Keywords : immersion, soundscape, myth

Immersion and Technology

The word immersion first appeared at the beginning of the 17th century, an epoch of various interesting changes in perception, as the one of the “light microscope” has brought (first used with natural light). In all likelihood, the change in perception as regards the discovery of “distant” worlds, created the need for change in the way we comprehend and envision our surroundings. Romanyshyn describes how this new instrument, among others, brought about changes into human perception. He describes “the single eye” up from this point was capable of detecting a new distance that has been created. Romanyshyn reads the Cartesian “I think therfore I am”, the philosophical proof of existence that signified a foundational motto describing the western thinking, as the articulation of the “distance from the body which the geometry of linear perspective vision has created 1”. Similar to the microscope, the telescope gives us the opportunity to detect the world outside and imagine the parallel possibilities with the actual self-living and knowing that the self belongs to 3 different orbits or more. 150 years later, electric light was broadly used and compound microscopes were created, similar to the ones of four-lens that are broadly used today, widely known as “immersion lenses” that provide 100x magnification 2.

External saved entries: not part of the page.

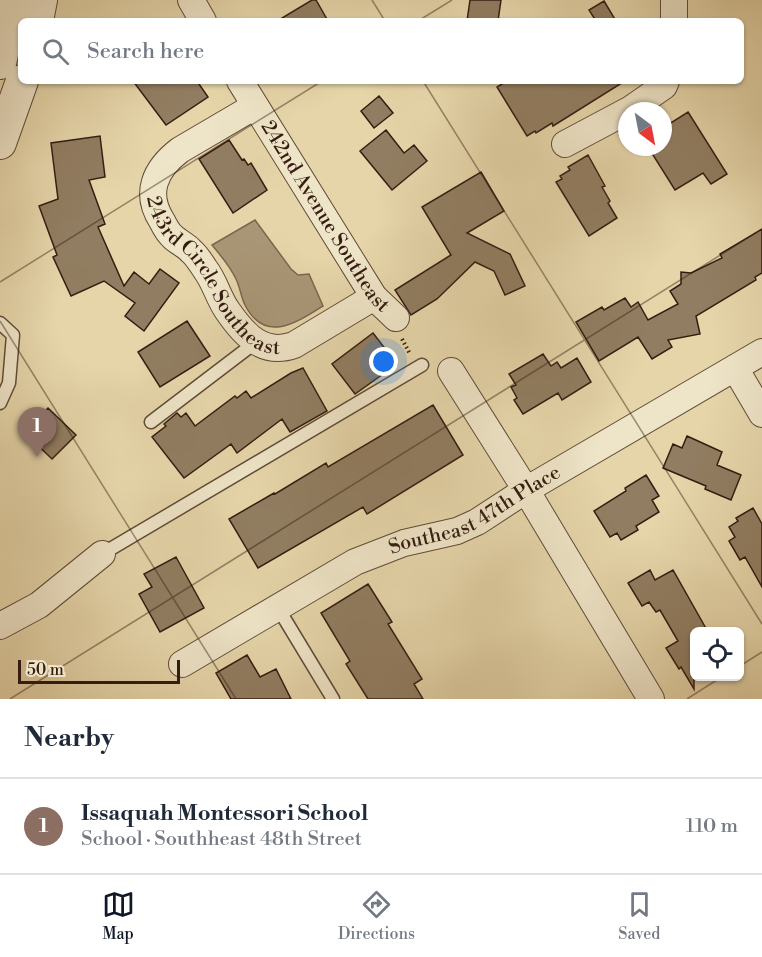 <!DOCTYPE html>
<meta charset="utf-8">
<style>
body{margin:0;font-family:"Libre Bodoni",serif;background:#f2f2f3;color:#1f2937}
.controls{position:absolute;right:18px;bottom:18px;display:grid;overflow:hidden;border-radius:9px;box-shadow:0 2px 4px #0004}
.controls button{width:54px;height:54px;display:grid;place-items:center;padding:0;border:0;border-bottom:2px solid #e0e1e3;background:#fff;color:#1f2937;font:30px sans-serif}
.compass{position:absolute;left:618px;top:102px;width:54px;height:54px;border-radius:50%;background:#fff;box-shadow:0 2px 4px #0004;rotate:148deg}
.scale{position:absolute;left:18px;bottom:15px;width:162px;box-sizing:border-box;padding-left:6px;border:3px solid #351d12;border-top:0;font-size:16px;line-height:21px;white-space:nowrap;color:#351d12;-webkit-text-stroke:4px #eee4c7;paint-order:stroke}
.you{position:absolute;left:384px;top:362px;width:21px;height:21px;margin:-15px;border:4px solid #fff;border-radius:50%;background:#1a73e8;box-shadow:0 0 0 9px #1a73e833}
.badge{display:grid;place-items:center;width:39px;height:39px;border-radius:50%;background:#111827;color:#fff;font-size:20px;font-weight:700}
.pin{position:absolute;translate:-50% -50px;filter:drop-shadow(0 2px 3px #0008)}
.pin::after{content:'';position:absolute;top:32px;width:21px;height:18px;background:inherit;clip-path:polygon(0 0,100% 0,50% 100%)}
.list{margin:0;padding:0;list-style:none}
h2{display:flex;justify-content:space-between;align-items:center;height:78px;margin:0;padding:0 24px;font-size:26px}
h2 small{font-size:20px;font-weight:400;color:#747a83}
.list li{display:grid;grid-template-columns:39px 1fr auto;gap:18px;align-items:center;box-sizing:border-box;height:96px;padding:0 24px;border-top:2px solid #e0e1e3}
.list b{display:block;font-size:22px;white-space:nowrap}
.list p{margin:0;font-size:20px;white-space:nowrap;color:#747a83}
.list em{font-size:20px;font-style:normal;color:#747a83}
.icon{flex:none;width:33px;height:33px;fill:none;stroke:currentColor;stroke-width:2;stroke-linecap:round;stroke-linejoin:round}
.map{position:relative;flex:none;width:762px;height:699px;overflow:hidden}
.search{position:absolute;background:#fff;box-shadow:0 2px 4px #0004;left:18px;right:18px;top:18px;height:66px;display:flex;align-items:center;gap:15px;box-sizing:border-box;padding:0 21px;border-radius:9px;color:#747a83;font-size:22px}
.sheet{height:174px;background:#fff}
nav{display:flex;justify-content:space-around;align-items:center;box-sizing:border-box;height:84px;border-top:2px solid #e0e1e3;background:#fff;font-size:16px;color:#747a83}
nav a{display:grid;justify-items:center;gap:3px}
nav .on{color:#111827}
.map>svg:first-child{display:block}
</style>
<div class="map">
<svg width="762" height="699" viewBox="0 0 762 699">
<rect width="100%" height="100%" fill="#e5d5a9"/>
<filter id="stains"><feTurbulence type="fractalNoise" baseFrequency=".00333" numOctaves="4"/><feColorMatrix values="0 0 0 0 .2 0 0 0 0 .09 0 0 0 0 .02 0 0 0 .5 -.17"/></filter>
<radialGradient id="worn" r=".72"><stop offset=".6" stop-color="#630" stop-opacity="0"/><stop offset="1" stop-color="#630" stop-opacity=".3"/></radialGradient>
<!-- water -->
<path fill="#a99676" stroke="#7b664e" stroke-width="1.5" d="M255,220L291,269L298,275L309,274L323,306C296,323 265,344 245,305C241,297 240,287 236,279C230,266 221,256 212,245Z"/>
<!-- building -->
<path fill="#917d61" stroke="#351d12" stroke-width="1.5" d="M312,0H316L328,21H277Z
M470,0H501L498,21H467Z
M604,1L616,21H596L589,10Z
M133,81H197L208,97L166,125Z
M507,81H625L553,126L552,123L536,133L535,131L527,136L497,87Z
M379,96L393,113L374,128L361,111Z
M688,112L727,174L711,184L703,173L675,190L648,147H663V131L670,127L669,124Z
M386,130L404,153L414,145L427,161L392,190L360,151Z
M100,136L105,177L89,180L105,224L98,227L124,286L134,272L149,284L160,269L179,283L144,331L125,316L135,303L104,281L71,296L53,257L57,255L39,206L58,199L51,143Z
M229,140L242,160L244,159L248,165L251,163L267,190L233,213L199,159Z
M588,155L605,186L602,187L610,201L608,203L617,218L589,236L556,182L562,179L560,176L570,170L568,167Z
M481,172L504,211L467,233L510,254L525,286L505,295L494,271L475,262L437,299L411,315L395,290L451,255L422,207Z
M762,229V273L755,277L756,280L696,316L700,334L668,340L672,347L652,359L638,337L599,361L576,322L602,307L604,310L625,298L631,307L638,302L648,320L678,304L670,291L681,284V272L691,273L722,258L720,254Z
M187,321L210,356L160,387L138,352Z
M373,333L397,364L355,394L332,364Z
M543,354L551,366L557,362L561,368L577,358L591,382L562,400L558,393L523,414L514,400L517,398L511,387L516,385L509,374Z
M303,368L327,411L290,432L282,419L237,453L231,444L184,478L152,437L166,426L164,424L177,413L181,417L186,413L195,426L235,396L237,398L246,391L251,398L291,373Z
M433,405L463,455L367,514L363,507L258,568L229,519L274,493L275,494L326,463L328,467Z
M48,408L76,435L52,459L24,432Z
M687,436L722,452L717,465L741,475L731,500L705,489L706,486L663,468L673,444L682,448Z
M646,475L659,496L652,500L659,512L636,526L638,530L621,540L617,533L610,537L594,511L626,491L625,488Z
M753,508L762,524V587L745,557L740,560L729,541L735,537L729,527L738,521L736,518Z
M176,557L204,608L160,632L139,594L152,587L144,574Z
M650,570L655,580L673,570L708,632H694V689L681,667L679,669L666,648L678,641L660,610L656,612L649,602L642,606L628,583Z
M368,584L392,622L388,624L422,679L414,684L423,699H368L346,664L350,661L321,613Z
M247,655L260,677L276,669L291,699H231L216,673Z"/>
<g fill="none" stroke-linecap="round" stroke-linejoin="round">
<defs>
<path id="service" d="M0,323L13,335L9,383L0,403
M151,422L256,342
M102,554L422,365
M278,608L333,699"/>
<g id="minor">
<path d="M191,0L203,21"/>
<path d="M674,0V21"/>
<path id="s1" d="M240,81L374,297L396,318"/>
<path id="s2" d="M255,106L180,150C155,169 144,193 162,221C165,227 168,233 173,237C178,242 186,245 191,251C197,256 201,263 205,269C215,282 218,297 227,310C244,335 263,356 294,345L374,297"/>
<path d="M628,111L664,86L666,81"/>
<path d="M565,144L627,111"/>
<path d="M735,368L762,414"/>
<path d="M451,371L526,490L651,699"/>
<path d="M0,626L39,605L102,554"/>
<path id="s3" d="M182,664L355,562L404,543L457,531L477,522L526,490L762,352"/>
</g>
<path id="tertiary" d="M37,21L41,0
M0,63L14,0
M0,143L22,81"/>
</defs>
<!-- service casing -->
<use href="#service" stroke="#614b38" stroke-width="15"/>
<!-- minor casing -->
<use href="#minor" stroke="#614b38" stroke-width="28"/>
<!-- tertiary casing -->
<use href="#tertiary" stroke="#614b38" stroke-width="34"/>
<!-- path -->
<path stroke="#351d12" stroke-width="4" stroke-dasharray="1.5 3" stroke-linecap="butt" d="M402,339L410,354"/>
<!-- service -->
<use href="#service" stroke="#eee4c7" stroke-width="12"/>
<!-- minor -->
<use href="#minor" stroke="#eee4c7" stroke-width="26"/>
<!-- tertiary -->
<use href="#tertiary" stroke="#eee4c7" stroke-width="32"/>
</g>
<!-- ticks -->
<path fill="none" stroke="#351d12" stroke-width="1.5" stroke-opacity="0.45" d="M372,0L385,21M418,21L452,0M423,81L762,624M0,282L322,81M0,321L236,699M740,666L762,652M10,699L762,229M687,699L723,676"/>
<g text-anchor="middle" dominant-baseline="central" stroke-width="6" stroke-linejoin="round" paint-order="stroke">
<!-- street labels -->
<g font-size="20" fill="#351d12" stroke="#eee4c7">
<text stroke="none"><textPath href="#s1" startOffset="160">242nd Avenue Southeast</textPath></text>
<text stroke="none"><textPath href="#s2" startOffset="246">243rd Circle Southeast</textPath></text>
<text stroke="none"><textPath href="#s3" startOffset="332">Southeast 47th Place</textPath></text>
</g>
</g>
<rect width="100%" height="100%" filter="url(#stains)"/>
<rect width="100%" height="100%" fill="url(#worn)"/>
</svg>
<div class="controls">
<button><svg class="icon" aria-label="locate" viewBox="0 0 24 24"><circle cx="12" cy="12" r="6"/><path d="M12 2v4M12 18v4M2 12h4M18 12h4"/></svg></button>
</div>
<svg class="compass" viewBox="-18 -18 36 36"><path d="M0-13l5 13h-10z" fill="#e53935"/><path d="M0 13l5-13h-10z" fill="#747a83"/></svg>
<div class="scale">50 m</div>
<div class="you"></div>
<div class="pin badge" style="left:37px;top:457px;background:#8d6e63">1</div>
<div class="search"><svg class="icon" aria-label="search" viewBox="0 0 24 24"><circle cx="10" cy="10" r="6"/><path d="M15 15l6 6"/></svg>Search here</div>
</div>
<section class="sheet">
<h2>Nearby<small></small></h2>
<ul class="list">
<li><span class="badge" style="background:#8d6e63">1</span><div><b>Issaquah Montessori School</b><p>School · Southheast 48th Street</p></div><em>110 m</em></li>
</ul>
</section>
<nav>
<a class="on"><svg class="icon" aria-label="map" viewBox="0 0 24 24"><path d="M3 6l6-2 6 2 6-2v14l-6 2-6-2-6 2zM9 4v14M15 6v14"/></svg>Map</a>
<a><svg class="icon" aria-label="directions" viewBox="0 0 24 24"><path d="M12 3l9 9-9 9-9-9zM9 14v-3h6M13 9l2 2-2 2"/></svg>Directions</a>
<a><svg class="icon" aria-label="saved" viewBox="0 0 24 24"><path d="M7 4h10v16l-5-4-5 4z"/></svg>Saved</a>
</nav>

Immersion spread to vocabulary, while stemming from the Latin word “immerse” that means “to plunge into, a place under a liquid, to involve deeply and to embed”. The term defines among others, according to the analog rule of naming, the state of being immersed. Therefore, we have tactical, strategic, narrative, sensory-motoric, cognitive, emotional, spatial immersion and so on. As a term it is broadly used in contemporary art for describing installations that use human computer interaction in order to achieve this embedded feeling of complete participation, absorption and therefore embodiment. Most contemporary Cave Automatic Virtual Environments (known as C.A.V.Es) research human perception and the term of immersion over the past 30 years worldwide 3 in many labs. Immersion as a term is broadly used for artificial acoustic environments, mostly because sound has the power to captivate and absorb us within its inner “clock-tick” music needs time and space to develop. Adorno refers to the self-evidence of the temporality of music, as its “temporal relationships” 4 synchronise the viewer/listener to what it will be called here: a participant. This is the best way for this project to allow viewers/ listeners to use all and “trust” all senses, experience the grotto and becoming through the experiential process from spectators to participants. In addition, artistic process has built the very first “instruments/tools” to cultivate perception. This prehistoric caves manifest such functionality 5, and C.A.V.Es’ perception with Plato’s allegory of the Cave 6. Tiberius’ cave at Sperlonga was constructed in the absence of all the above theoretical background but while describing the place, contemporary research in transdisciplinarity between art and science can offer a flexible model in artistic participation for any user.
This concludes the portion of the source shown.